I don't understand why Yahoo or whoever is orchestrating this shutdown is so hostile to the archival process. People are offering their own time and storage space, how hard would it be for whoever is working on the shutdown to just allow people to easily download all the raw data, instead of having them manually scrapping. Wouldn't the latter be much worse for both parties?
This is data going back decades, there has to be someone in power somewhere on that team that realizes the value of this data?

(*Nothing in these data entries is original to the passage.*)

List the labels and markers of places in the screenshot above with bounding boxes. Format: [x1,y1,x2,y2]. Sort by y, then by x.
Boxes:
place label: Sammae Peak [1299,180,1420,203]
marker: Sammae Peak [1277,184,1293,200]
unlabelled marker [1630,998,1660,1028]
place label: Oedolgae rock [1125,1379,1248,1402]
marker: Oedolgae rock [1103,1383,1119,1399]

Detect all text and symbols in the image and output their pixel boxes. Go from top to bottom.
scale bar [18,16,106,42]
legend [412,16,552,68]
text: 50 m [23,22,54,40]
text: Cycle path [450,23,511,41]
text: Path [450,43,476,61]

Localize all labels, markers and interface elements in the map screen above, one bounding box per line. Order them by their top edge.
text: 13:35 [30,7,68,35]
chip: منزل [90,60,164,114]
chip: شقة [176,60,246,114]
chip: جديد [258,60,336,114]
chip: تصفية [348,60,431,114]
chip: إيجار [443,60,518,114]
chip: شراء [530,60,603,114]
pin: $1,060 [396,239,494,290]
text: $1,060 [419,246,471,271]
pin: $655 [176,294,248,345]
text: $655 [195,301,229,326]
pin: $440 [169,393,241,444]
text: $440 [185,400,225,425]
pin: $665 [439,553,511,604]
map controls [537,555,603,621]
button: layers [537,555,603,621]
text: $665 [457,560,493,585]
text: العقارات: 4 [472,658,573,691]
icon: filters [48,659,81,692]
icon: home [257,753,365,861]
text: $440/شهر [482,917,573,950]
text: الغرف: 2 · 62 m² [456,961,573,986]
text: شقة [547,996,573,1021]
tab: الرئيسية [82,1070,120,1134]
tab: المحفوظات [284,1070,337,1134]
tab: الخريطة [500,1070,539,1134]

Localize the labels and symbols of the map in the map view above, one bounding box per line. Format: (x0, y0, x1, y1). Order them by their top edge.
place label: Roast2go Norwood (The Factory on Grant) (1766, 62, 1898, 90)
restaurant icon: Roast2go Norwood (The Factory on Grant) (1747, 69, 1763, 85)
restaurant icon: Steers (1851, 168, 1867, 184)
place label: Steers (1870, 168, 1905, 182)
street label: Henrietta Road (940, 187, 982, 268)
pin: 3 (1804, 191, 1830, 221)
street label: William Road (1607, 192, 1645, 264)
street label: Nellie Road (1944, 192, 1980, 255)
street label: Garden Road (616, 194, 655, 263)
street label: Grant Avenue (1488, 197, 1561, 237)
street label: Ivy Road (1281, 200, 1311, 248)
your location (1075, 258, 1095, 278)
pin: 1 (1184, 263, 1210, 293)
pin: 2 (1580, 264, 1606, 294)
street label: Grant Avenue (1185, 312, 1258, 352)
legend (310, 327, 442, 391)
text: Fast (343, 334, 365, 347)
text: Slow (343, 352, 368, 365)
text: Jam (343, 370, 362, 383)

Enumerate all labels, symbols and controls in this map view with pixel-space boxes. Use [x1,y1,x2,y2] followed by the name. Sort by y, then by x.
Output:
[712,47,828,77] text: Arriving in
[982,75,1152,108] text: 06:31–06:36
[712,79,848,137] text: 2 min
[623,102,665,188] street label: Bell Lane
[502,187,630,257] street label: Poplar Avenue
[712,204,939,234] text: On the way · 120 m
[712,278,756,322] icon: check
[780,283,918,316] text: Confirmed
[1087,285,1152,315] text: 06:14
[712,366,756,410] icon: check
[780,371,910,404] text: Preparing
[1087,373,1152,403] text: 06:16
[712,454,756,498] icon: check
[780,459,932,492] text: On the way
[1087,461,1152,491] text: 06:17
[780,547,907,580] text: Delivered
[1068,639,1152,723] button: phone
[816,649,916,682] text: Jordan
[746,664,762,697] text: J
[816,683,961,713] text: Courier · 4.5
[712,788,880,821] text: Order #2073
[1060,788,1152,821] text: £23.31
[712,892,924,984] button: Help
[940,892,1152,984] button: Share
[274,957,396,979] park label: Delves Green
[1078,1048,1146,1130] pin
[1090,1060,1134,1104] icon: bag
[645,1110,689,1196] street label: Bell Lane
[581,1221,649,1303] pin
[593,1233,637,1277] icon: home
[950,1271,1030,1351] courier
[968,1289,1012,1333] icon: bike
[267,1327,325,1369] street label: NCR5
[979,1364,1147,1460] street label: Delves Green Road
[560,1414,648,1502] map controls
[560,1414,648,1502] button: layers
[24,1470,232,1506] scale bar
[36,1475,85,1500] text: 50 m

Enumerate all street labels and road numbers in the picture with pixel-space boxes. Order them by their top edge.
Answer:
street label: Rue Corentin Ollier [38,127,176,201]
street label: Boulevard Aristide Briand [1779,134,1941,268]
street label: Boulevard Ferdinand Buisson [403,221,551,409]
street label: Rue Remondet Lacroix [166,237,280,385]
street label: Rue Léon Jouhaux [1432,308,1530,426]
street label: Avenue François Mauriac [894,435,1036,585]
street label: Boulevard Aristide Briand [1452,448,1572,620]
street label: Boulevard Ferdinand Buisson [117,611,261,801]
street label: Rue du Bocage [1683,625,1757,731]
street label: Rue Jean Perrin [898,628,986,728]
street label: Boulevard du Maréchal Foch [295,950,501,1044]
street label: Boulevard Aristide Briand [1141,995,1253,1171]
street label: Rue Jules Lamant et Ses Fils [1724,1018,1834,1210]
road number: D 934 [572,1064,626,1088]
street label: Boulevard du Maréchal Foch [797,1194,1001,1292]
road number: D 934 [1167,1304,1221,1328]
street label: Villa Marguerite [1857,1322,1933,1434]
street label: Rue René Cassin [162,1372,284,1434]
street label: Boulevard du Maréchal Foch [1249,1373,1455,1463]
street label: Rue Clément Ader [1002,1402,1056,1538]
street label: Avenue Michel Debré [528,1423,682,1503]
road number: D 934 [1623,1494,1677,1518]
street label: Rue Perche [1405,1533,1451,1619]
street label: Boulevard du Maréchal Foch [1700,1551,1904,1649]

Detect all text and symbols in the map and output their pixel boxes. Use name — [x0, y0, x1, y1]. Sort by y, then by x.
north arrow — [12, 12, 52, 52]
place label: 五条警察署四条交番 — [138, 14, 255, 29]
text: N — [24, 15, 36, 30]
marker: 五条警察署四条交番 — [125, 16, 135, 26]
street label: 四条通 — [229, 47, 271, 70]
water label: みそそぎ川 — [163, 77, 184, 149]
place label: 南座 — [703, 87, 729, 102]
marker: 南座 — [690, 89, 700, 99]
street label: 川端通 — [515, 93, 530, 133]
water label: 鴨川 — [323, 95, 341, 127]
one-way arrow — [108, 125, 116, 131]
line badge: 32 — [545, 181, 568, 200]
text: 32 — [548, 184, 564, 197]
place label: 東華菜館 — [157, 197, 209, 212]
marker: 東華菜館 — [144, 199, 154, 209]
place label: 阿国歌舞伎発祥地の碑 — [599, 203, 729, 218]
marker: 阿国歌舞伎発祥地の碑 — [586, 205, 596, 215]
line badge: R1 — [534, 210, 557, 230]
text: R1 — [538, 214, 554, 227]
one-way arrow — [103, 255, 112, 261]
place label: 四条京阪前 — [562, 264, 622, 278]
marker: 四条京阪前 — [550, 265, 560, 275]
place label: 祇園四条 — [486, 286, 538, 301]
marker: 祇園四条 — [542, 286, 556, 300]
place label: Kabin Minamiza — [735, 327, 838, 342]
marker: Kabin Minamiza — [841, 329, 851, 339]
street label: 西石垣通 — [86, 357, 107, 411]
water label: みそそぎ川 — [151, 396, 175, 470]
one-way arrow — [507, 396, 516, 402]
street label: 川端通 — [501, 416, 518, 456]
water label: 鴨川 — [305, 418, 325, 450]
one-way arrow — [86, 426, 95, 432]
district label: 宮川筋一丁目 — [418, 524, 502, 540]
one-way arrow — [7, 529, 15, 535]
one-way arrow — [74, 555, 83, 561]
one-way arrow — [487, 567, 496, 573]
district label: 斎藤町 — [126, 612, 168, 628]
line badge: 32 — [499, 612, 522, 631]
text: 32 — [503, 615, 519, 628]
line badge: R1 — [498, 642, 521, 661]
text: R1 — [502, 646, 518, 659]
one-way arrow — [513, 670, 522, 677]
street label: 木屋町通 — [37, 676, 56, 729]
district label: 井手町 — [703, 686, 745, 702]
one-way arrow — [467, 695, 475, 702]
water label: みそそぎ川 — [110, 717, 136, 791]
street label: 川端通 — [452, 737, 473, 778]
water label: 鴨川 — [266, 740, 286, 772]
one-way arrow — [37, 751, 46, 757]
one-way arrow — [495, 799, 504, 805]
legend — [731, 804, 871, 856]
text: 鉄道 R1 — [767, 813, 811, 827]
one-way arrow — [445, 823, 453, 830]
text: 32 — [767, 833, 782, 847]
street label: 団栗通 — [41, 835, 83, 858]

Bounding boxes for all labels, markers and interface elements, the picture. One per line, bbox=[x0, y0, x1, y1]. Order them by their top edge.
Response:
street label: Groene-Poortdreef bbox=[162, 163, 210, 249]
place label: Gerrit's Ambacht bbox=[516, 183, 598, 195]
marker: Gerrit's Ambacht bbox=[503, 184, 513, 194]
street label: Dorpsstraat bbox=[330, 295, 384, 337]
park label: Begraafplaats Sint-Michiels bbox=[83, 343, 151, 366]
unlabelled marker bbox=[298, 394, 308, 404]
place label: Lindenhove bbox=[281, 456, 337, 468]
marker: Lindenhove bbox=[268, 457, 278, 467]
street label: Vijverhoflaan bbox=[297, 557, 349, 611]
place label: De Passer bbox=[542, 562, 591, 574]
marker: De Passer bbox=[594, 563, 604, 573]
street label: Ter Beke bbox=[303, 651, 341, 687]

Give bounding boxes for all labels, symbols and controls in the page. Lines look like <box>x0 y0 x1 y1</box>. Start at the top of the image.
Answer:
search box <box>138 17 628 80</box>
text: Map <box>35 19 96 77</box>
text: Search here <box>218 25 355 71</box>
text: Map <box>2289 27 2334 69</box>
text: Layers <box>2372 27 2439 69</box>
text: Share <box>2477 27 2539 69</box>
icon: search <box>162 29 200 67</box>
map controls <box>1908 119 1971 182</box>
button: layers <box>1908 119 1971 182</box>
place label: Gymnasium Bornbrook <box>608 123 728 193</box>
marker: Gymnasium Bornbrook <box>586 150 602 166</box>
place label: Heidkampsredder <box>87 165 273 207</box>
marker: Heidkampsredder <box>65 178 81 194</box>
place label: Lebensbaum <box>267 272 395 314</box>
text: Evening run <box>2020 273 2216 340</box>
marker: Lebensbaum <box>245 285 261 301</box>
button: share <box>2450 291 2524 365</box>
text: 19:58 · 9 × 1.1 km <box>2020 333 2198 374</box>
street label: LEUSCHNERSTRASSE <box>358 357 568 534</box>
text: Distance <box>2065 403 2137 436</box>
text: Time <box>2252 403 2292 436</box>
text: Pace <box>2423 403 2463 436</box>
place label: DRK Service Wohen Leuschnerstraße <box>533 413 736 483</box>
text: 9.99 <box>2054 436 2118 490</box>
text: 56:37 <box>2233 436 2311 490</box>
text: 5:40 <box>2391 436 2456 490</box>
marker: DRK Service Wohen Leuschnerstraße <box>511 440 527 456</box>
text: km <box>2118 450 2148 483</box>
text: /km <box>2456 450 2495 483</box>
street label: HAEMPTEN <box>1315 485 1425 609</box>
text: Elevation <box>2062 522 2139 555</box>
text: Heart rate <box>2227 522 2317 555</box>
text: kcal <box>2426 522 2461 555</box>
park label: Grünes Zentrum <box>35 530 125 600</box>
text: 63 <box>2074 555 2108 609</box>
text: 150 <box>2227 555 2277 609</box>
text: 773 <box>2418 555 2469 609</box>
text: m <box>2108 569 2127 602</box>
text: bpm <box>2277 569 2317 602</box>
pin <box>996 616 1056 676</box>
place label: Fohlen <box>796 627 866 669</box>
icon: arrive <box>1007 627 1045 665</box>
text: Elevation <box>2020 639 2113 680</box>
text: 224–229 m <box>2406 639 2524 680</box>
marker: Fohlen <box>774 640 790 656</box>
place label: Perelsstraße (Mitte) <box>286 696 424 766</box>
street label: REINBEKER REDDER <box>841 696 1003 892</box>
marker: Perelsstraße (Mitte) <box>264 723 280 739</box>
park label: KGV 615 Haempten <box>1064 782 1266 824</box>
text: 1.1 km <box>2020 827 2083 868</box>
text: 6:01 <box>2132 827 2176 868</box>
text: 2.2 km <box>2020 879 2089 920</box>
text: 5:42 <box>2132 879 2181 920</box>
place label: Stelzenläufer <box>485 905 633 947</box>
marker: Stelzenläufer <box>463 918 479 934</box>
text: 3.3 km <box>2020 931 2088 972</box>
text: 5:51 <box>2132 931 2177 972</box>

We're not asking them to keep it up, just to make it easy to archive.
Also serving content for scraping would use more resources on Yahoo's side, as opposed top providing a single downloadable tar or equivalent.
But as others have said, this no doubt comes back to something the legal team said could not happen.. RIP
sometimes people want to let things die and for good reason. i can only image what a burden it has been to police something like a newsgroup server over the years. i can also imagine that they haven't caught everything, so they just want it to go away.
remember that not everything is precious and needs to be reserved.
I completely agree, but the way they handled this was appalling:
(a) The "We're deleting all your content" message was only visible on group home pages, not when viewing messages, meaning a lot of the people who used the web-interface didn't know about the shutdown.
(b) The email sent out to all members about the deletion was sent weeks after the initial notice, often didn't arrive, and was inaccurate (dates had changed by the time people received the email). So many folks that used the email interface also didn't know about the deletion.
(c) The amount of time given was far too short. Yahoo Groups had existed as a brand since January 2001, and was based off Yahoo Clubs / eGroups, both of which had existed for several years before that. Two months notice for a 20+ year old service is laughable.
(c) The site has been unreliable during the last few months, due to the high traffic of people trying to save their stuff. This has significantly complicated efforts to archive it.
(d) Yahoo's solution to the data destruction, their "Get My Data" feature, is poorly thought out and often doesn't work. No photos are included in the download unless uploaded by that account. Many groups had members who uploaded photos / scans / schematics / etc.. and since left the group. Those photos are now lost. We've also found the downloads to be missing content that necessitated the request be made multiple times until you could patch together a complete version from all the incomplete ones.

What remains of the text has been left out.